◆ Raw data

[Start of section]

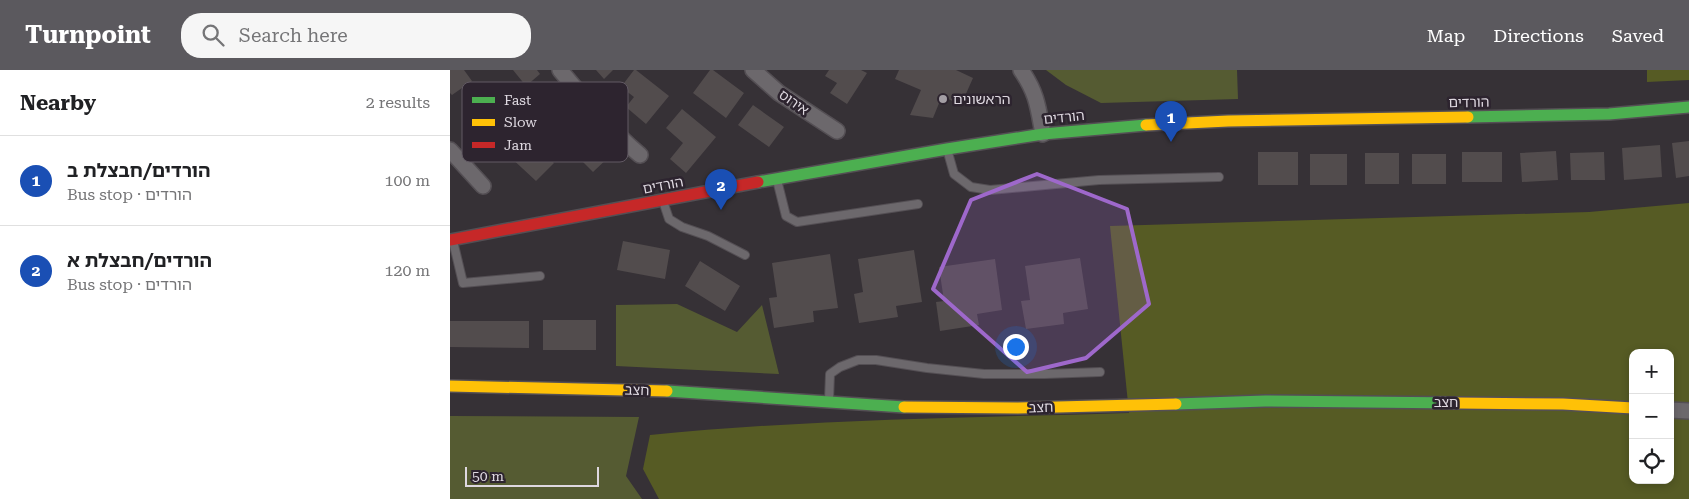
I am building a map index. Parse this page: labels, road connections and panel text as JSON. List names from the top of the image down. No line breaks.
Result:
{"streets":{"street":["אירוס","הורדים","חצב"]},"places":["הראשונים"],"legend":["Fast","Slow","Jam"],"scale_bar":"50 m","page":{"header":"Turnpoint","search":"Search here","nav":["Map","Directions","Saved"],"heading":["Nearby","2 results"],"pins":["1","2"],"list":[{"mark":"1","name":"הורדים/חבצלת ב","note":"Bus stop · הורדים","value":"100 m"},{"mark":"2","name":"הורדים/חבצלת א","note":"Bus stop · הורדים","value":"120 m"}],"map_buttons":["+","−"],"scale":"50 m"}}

[End of section]
[Start of section]

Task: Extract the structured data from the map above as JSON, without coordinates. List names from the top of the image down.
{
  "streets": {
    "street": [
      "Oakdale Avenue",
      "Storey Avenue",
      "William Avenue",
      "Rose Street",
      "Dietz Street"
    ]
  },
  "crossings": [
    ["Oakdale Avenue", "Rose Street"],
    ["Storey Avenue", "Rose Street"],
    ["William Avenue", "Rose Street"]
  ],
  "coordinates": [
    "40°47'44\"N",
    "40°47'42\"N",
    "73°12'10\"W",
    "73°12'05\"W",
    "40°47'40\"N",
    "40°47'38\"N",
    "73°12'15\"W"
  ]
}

[End of section]
[Start of section]

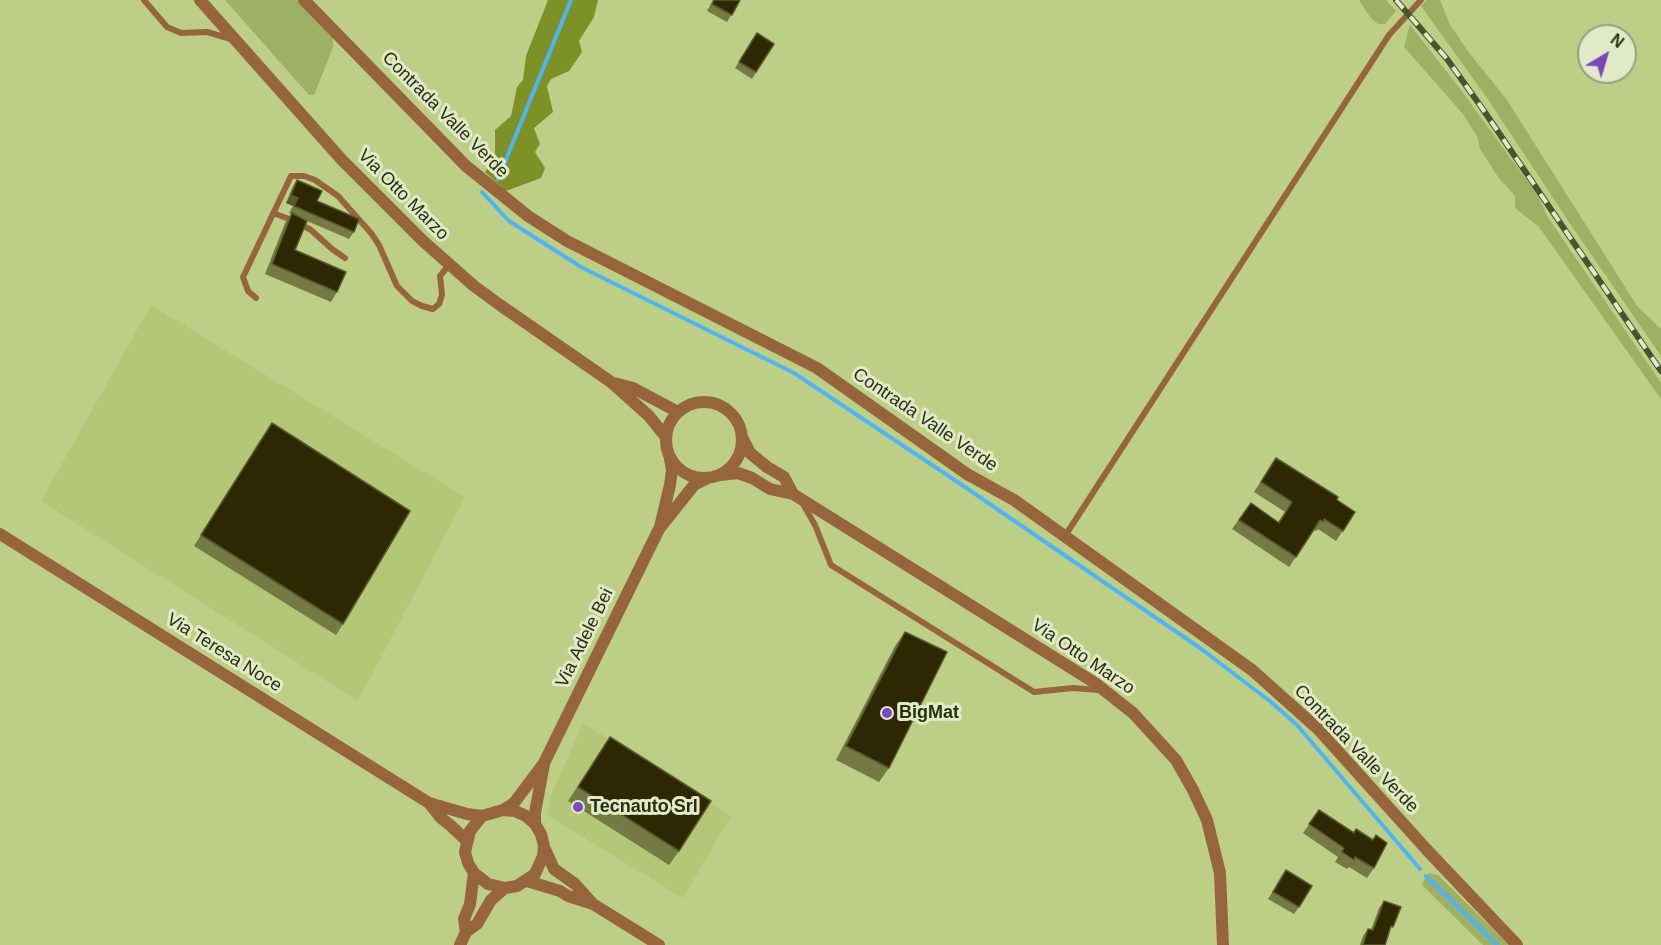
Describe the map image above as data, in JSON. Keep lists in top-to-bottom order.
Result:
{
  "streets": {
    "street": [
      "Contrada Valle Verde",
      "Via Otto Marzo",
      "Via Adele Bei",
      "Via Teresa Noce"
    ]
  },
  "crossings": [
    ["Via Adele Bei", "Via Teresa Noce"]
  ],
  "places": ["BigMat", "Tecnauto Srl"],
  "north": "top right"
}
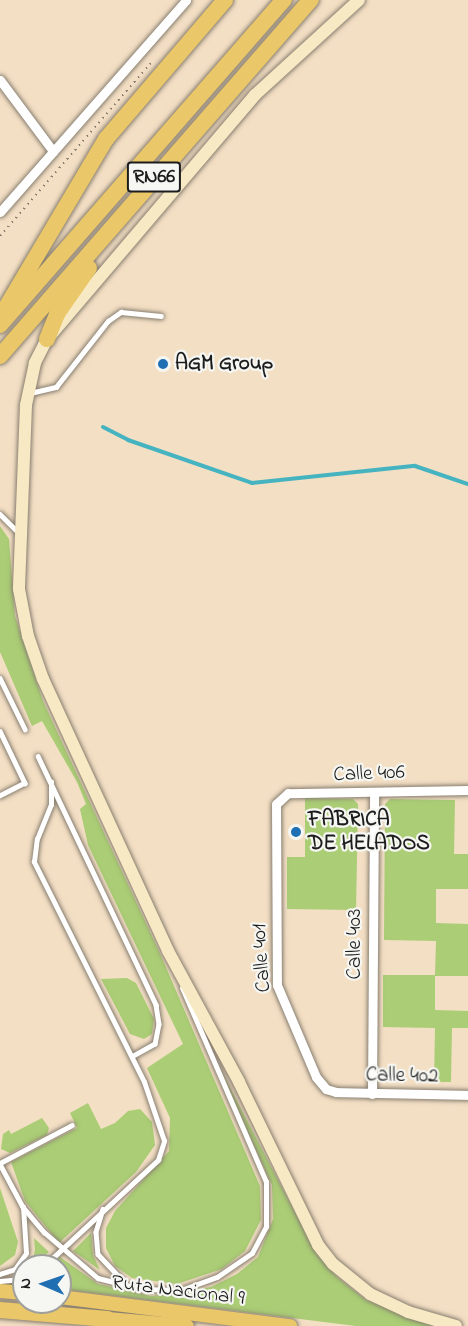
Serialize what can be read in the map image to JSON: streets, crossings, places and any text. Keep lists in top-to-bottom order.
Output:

[End of section]

◆ Work order
In the material above, find every line that has the string "lists" and pull those lines out.

◆ Result below
Describe the map image above as data, in JSON. Keep lists in top-to-bottom order.
Serialize what can be read in the map image to JSON: streets, crossings, places and any text. Keep lists in top-to-bottom order.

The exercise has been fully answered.